Stored data
+ + + + +
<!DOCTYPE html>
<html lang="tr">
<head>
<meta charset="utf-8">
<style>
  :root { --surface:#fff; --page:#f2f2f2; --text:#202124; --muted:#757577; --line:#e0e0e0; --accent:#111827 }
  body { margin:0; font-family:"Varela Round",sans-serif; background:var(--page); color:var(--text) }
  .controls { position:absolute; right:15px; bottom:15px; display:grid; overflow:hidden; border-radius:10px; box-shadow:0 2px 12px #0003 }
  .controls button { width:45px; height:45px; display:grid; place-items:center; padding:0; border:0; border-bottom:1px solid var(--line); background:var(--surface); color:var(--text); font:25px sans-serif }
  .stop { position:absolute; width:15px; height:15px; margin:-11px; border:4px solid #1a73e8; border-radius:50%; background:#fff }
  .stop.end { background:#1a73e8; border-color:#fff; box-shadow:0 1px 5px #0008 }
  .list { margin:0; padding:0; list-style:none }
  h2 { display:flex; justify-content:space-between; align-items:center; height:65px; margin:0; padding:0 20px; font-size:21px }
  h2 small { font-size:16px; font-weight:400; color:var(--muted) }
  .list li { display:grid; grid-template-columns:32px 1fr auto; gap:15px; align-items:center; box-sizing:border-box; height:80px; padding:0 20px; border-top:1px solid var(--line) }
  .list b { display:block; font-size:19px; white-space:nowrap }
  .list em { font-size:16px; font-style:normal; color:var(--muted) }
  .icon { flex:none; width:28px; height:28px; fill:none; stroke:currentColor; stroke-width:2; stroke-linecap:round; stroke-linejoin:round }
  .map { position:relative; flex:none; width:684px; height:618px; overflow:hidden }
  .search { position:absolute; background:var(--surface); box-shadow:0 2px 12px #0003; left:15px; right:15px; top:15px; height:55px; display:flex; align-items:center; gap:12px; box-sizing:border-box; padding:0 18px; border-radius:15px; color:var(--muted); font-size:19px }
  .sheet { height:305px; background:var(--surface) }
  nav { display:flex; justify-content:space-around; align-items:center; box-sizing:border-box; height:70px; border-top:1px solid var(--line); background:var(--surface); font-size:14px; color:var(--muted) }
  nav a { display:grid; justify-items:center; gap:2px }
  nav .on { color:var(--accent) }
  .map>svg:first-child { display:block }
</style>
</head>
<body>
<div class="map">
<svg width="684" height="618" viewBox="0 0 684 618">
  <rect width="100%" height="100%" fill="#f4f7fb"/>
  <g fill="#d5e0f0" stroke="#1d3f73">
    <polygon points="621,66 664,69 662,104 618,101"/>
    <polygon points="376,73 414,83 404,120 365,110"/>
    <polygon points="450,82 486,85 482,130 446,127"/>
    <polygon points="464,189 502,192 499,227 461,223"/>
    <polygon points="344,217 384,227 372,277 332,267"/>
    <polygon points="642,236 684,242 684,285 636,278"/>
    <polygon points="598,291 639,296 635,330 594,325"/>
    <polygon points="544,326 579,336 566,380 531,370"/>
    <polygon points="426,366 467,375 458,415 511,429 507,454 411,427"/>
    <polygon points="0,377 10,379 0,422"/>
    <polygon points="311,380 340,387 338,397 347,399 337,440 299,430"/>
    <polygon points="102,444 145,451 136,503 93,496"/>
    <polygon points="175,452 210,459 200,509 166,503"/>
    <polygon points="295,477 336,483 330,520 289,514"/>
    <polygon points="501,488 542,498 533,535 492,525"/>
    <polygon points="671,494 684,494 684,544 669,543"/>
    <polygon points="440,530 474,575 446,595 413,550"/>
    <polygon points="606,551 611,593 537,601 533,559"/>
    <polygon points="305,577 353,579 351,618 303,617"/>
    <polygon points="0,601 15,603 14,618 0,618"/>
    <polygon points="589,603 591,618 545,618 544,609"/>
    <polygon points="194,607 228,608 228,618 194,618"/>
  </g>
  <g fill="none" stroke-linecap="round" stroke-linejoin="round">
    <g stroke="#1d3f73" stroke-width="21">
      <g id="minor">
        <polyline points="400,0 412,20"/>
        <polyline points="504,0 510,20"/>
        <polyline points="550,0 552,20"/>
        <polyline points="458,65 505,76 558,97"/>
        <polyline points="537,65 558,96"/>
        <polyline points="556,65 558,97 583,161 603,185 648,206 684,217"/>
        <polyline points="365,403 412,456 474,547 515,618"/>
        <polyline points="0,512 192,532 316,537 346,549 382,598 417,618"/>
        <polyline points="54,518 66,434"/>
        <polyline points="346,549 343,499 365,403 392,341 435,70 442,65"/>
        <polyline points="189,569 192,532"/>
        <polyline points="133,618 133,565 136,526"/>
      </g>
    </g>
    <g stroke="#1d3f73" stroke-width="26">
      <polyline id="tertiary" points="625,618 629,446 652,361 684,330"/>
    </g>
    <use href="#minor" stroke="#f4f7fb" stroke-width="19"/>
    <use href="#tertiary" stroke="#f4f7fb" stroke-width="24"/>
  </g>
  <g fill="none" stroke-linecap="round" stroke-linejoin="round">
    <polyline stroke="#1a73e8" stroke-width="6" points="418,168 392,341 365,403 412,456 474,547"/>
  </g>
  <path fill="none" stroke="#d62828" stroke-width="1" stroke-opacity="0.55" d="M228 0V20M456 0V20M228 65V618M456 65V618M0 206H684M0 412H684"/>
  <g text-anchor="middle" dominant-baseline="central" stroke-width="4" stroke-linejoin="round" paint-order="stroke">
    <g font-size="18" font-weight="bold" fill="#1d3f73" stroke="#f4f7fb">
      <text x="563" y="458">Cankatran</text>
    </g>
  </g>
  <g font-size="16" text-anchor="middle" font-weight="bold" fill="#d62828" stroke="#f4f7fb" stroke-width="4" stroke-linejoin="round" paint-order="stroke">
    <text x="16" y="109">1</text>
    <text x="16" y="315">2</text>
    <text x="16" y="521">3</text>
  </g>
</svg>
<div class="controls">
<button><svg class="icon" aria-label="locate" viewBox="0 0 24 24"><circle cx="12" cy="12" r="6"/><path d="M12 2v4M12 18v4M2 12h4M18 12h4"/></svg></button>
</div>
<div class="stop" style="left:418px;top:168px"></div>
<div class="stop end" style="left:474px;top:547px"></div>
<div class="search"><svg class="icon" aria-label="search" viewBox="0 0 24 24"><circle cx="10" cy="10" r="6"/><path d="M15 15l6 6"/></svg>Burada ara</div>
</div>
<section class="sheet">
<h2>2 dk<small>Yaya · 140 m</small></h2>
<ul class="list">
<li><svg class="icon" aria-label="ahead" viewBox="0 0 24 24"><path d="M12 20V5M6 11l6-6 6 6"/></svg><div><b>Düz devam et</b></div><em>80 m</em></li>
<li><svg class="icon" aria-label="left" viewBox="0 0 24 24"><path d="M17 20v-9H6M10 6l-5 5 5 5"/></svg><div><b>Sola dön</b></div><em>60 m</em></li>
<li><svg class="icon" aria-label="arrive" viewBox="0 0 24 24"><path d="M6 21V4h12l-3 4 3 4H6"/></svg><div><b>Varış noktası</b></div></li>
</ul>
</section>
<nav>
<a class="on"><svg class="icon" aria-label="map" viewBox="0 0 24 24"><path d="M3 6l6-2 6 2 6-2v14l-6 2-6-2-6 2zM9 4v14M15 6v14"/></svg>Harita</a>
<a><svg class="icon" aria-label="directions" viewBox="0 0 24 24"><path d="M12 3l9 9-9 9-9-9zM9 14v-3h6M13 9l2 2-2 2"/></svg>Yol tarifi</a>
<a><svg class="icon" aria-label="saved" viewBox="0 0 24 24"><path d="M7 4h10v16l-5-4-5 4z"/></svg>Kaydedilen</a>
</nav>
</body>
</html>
+ + + + +
What the task requires | Begin at the top of the records above and quote each line exactly, ending with the line that contains "position:absolute; width:15px; height:15px;".

Exercise response |
<!DOCTYPE html>
<html lang="tr">
<head>
<meta charset="utf-8">
<style>
  :root { --surface:#fff; --page:#f2f2f2; --text:#202124; --muted:#757577; --line:#e0e0e0; --accent:#111827 }
  body { margin:0; font-family:"Varela Round",sans-serif; background:var(--page); color:var(--text) }
  .controls { position:absolute; right:15px; bottom:15px; display:grid; overflow:hidden; border-radius:10px; box-shadow:0 2px 12px #0003 }
  .controls button { width:45px; height:45px; display:grid; place-items:center; padding:0; border:0; border-bottom:1px solid var(--line); background:var(--surface); color:var(--text); font:25px sans-serif }
  .stop { position:absolute; width:15px; height:15px; margin:-11px; border:4px solid #1a73e8; border-radius:50%; background:#fff }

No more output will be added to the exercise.